Work required: Reproduce the material that follows, please, but only from its first line to the line containing "0 2.5px,transparent 0", inclusive.

Available records:
^^^^^^^^^^^^^^^^
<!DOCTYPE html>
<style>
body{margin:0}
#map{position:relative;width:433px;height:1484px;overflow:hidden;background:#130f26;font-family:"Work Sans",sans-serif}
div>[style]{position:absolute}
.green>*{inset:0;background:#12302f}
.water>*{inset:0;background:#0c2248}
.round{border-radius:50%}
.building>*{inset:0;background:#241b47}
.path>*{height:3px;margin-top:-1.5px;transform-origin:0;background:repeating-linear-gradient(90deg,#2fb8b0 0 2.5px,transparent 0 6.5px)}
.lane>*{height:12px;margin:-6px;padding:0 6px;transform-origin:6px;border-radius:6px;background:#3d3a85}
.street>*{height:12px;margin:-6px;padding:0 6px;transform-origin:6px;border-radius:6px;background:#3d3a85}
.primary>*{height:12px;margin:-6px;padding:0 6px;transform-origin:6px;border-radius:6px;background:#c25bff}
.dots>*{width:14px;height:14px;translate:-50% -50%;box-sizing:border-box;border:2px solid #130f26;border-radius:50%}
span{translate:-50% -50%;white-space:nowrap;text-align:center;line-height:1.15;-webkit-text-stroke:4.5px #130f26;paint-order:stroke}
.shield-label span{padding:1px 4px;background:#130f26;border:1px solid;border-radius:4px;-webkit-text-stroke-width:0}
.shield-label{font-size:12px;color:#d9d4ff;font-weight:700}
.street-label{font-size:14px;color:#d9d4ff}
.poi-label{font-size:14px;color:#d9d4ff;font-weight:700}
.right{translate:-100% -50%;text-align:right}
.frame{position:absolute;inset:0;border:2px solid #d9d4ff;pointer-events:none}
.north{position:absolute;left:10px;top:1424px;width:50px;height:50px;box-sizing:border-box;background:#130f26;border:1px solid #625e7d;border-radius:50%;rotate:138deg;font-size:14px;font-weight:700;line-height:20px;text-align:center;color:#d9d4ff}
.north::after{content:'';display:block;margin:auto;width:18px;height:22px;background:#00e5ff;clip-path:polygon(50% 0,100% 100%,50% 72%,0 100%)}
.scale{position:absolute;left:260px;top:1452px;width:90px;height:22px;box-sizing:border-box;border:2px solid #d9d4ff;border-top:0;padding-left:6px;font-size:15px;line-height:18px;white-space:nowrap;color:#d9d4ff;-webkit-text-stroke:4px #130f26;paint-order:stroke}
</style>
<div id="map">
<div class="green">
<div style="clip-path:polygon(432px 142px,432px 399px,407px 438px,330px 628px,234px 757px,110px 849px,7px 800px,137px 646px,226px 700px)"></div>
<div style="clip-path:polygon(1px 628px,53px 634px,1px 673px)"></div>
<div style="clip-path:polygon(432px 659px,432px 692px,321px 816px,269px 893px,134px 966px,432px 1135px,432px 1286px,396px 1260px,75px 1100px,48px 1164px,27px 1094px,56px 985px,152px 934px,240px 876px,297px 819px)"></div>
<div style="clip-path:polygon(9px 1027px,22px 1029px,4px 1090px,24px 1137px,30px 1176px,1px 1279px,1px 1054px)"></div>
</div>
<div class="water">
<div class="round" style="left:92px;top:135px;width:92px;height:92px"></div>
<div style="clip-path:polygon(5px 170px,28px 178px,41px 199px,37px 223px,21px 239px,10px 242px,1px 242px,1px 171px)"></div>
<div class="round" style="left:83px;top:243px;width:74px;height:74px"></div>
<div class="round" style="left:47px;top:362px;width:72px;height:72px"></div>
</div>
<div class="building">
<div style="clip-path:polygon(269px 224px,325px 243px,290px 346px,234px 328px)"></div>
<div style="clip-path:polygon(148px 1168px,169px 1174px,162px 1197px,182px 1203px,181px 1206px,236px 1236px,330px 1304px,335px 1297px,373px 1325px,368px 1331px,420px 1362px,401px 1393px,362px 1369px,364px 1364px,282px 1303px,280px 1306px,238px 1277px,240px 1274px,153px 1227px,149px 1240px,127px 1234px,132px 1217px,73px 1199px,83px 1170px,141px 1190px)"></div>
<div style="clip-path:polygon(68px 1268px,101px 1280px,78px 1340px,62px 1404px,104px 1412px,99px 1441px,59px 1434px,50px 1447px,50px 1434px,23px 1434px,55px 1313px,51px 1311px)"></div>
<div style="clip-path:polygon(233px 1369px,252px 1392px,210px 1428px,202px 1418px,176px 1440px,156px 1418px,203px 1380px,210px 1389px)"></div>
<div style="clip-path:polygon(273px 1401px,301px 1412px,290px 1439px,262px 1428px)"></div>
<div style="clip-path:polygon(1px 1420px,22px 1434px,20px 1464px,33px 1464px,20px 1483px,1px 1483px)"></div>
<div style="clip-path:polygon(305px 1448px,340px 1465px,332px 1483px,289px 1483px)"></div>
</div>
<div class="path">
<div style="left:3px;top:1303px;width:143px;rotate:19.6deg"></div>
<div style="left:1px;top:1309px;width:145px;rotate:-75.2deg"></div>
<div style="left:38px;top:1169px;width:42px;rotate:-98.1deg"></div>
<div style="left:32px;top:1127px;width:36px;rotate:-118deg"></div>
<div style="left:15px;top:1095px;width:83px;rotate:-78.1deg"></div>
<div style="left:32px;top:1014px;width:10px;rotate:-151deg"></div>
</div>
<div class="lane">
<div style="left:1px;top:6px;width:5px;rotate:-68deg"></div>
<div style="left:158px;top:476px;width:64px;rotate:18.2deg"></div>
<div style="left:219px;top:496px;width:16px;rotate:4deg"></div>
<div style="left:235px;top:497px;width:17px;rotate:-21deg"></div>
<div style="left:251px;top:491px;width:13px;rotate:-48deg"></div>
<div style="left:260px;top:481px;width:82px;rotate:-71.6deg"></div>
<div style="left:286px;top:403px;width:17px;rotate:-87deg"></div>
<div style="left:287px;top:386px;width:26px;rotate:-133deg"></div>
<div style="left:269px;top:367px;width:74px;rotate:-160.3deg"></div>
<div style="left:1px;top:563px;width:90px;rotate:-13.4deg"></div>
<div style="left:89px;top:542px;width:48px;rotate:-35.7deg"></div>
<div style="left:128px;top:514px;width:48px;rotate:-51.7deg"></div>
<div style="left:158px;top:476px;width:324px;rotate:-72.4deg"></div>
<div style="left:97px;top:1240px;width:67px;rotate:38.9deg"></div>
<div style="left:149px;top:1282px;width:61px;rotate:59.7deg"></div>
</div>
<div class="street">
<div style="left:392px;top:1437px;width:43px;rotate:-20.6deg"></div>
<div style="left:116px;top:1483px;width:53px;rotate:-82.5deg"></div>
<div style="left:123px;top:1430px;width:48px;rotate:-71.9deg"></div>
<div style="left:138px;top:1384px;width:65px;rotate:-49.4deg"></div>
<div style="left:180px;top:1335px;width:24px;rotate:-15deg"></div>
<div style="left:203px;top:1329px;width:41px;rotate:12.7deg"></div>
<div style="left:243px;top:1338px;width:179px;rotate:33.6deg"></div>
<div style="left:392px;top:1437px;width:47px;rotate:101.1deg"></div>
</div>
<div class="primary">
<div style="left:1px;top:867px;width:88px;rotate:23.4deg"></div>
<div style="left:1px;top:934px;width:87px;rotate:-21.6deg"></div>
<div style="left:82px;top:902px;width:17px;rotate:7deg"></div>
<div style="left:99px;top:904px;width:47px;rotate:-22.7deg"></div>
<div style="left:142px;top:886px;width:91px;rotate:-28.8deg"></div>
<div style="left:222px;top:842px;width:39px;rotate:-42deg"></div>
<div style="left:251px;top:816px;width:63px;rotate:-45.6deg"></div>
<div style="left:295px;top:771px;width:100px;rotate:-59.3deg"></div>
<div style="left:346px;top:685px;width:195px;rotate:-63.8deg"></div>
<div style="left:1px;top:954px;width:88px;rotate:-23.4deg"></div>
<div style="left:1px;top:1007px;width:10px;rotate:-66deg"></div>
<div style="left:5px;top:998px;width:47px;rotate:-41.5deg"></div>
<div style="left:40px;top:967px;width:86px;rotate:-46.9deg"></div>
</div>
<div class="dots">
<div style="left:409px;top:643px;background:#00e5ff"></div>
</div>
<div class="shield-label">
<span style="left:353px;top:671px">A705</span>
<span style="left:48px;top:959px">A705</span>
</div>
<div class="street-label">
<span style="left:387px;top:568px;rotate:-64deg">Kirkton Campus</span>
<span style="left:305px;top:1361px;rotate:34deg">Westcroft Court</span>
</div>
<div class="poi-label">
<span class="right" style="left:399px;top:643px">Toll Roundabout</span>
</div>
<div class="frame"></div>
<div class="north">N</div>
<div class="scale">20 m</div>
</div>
^^^^^^^^^^^^^^^^
Task output:
<!DOCTYPE html>
<style>
body{margin:0}
#map{position:relative;width:433px;height:1484px;overflow:hidden;background:#130f26;font-family:"Work Sans",sans-serif}
div>[style]{position:absolute}
.green>*{inset:0;background:#12302f}
.water>*{inset:0;background:#0c2248}
.round{border-radius:50%}
.building>*{inset:0;background:#241b47}
.path>*{height:3px;margin-top:-1.5px;transform-origin:0;background:repeating-linear-gradient(90deg,#2fb8b0 0 2.5px,transparent 0 6.5px)}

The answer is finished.